__What is expected__.
Word for word, restate the entries below from their first line through the line that contains "2px #a0a7a9) drop-shadow(0".

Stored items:
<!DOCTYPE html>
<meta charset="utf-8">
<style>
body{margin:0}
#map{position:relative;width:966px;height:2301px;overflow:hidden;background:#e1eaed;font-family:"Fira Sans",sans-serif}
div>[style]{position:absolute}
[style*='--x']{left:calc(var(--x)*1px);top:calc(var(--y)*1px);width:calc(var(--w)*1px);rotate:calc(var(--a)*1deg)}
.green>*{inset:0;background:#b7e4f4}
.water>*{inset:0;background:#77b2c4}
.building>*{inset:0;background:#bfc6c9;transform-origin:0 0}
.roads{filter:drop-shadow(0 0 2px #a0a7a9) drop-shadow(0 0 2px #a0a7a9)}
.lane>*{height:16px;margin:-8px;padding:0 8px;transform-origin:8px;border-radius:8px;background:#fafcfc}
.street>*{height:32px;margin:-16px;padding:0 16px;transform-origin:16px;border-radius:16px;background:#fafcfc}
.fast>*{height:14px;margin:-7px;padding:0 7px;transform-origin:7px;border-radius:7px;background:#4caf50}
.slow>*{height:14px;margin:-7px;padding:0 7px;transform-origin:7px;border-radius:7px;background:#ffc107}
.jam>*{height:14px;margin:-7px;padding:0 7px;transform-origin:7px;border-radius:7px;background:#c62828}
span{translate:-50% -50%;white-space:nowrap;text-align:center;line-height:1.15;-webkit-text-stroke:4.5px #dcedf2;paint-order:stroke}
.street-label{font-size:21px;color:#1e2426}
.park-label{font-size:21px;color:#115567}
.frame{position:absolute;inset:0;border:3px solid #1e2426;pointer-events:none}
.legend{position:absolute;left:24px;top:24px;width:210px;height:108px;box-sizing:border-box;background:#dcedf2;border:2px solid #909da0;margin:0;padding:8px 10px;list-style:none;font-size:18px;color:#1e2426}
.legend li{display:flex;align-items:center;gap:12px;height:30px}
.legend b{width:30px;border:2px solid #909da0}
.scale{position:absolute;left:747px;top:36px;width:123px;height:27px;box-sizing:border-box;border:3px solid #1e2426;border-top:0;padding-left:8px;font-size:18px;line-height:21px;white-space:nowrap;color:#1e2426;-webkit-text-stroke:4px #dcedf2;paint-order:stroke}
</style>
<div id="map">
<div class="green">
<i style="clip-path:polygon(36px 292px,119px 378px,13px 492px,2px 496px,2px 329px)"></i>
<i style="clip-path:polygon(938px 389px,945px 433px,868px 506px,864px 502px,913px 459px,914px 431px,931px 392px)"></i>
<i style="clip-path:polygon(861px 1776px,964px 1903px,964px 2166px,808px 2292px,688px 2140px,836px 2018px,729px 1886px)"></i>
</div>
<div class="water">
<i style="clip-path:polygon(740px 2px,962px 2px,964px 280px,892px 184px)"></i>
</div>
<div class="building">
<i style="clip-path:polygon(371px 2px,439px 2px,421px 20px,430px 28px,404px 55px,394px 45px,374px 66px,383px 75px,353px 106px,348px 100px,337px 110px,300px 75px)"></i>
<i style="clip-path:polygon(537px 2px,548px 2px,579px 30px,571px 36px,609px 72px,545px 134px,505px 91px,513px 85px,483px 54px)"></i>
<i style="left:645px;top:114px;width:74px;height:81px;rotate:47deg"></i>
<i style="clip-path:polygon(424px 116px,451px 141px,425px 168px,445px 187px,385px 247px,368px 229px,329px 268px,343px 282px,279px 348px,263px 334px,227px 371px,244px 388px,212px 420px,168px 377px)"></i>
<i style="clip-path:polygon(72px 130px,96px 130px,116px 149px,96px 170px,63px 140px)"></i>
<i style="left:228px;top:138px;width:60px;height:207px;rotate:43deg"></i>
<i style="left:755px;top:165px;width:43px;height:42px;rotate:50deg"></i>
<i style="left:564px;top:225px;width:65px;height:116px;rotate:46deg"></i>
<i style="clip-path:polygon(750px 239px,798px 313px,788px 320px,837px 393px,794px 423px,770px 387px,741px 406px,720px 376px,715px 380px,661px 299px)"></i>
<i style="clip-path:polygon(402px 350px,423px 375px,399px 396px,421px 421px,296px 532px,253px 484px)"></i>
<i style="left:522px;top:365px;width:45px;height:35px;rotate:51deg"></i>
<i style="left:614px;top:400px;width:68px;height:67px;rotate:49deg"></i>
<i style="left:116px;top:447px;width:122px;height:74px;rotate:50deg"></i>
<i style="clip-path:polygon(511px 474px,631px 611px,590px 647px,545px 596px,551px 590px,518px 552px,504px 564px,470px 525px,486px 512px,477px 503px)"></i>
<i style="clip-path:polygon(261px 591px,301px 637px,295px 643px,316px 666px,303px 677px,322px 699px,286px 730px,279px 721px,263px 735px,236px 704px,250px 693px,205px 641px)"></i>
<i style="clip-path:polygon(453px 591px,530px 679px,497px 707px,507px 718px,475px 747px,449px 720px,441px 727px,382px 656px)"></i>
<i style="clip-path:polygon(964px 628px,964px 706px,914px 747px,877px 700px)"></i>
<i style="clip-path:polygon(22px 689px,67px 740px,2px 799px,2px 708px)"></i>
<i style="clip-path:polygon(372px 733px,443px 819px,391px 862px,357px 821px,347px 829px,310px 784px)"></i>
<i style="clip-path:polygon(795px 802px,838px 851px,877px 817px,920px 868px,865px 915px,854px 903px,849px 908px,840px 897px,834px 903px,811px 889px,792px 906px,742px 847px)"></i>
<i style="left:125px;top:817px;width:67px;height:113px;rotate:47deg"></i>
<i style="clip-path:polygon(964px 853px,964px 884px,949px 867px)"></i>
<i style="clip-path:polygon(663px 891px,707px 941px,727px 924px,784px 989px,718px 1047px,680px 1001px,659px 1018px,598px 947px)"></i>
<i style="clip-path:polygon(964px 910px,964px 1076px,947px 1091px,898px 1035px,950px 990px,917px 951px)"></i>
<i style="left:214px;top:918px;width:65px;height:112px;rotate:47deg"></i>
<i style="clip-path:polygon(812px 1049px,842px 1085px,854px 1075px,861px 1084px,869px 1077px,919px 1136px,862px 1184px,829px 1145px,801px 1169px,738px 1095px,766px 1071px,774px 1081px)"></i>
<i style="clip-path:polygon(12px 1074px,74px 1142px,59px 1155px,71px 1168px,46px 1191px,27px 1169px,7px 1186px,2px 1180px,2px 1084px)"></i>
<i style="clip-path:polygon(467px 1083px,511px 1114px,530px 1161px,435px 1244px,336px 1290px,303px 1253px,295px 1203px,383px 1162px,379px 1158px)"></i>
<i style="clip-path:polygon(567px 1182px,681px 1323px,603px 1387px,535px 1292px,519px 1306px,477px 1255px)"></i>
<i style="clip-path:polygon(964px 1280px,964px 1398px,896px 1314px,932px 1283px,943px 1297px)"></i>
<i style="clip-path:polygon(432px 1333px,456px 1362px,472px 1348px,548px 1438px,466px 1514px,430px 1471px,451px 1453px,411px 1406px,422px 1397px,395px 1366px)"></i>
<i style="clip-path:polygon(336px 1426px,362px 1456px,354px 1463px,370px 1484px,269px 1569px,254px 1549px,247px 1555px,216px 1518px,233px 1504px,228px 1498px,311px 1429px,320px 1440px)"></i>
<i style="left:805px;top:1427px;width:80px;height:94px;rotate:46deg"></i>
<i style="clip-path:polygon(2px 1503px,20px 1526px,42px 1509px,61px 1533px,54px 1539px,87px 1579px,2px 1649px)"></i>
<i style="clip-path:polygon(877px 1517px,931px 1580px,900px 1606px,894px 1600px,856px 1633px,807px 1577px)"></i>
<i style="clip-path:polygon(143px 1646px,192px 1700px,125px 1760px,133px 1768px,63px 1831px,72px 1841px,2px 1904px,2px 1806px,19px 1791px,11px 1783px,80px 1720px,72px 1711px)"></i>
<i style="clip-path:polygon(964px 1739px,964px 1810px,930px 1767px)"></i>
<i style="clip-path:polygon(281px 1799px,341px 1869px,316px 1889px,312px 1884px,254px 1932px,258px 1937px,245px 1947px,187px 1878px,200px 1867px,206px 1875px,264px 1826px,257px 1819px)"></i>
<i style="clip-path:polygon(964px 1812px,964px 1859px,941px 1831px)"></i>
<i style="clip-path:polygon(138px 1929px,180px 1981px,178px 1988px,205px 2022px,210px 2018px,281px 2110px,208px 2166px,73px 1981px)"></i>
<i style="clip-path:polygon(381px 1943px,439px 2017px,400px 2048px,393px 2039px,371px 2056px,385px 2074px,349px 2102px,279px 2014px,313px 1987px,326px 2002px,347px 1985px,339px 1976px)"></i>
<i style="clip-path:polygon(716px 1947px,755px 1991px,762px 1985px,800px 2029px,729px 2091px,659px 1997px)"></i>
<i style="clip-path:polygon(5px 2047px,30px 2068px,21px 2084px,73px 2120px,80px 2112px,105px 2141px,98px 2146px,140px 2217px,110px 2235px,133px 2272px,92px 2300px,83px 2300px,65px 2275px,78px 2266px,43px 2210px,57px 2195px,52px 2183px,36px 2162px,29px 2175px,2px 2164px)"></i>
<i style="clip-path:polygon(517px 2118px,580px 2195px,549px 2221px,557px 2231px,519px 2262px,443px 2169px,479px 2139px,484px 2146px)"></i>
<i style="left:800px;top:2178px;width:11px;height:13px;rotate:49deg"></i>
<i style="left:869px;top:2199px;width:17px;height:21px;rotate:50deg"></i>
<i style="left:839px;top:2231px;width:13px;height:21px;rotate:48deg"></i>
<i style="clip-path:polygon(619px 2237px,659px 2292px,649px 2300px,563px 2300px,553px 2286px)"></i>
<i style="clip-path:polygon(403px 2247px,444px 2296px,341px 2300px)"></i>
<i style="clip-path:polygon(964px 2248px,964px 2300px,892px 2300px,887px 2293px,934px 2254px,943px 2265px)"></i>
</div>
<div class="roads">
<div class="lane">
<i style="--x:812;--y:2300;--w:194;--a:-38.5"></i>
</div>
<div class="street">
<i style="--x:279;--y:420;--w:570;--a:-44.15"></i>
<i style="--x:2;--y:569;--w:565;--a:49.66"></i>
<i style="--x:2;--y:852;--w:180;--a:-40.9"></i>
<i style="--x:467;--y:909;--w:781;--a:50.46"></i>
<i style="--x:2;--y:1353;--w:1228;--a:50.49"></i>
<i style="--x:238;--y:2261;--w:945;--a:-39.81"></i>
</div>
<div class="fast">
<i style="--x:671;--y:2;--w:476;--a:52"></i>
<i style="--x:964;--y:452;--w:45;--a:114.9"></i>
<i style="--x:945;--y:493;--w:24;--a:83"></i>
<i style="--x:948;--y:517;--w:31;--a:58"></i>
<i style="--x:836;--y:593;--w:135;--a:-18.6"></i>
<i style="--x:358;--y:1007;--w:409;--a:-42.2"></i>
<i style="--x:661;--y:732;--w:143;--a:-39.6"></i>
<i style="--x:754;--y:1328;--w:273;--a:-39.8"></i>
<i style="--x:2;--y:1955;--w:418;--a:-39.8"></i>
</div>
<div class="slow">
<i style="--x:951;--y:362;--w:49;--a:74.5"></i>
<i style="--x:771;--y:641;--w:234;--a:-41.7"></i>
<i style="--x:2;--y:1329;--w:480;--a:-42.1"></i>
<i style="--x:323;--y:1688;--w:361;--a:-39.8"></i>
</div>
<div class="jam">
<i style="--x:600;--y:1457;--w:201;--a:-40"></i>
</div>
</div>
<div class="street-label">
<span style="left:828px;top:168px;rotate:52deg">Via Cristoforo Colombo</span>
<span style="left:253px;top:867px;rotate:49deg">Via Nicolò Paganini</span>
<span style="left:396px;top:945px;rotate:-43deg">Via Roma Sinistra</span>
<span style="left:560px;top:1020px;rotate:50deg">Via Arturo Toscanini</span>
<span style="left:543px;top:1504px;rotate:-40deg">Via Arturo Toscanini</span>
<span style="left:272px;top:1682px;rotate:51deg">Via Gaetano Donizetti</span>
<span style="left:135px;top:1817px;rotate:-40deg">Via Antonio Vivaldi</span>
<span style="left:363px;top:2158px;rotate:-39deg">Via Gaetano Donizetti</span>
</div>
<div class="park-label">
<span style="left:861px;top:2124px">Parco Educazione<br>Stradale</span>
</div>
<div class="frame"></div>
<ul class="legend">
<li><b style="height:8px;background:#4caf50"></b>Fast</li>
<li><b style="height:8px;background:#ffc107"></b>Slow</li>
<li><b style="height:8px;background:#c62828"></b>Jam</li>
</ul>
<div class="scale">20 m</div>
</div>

__Answer section__.
<!DOCTYPE html>
<meta charset="utf-8">
<style>
body{margin:0}
#map{position:relative;width:966px;height:2301px;overflow:hidden;background:#e1eaed;font-family:"Fira Sans",sans-serif}
div>[style]{position:absolute}
[style*='--x']{left:calc(var(--x)*1px);top:calc(var(--y)*1px);width:calc(var(--w)*1px);rotate:calc(var(--a)*1deg)}
.green>*{inset:0;background:#b7e4f4}
.water>*{inset:0;background:#77b2c4}
.building>*{inset:0;background:#bfc6c9;transform-origin:0 0}
.roads{filter:drop-shadow(0 0 2px #a0a7a9) drop-shadow(0 0 2px #a0a7a9)}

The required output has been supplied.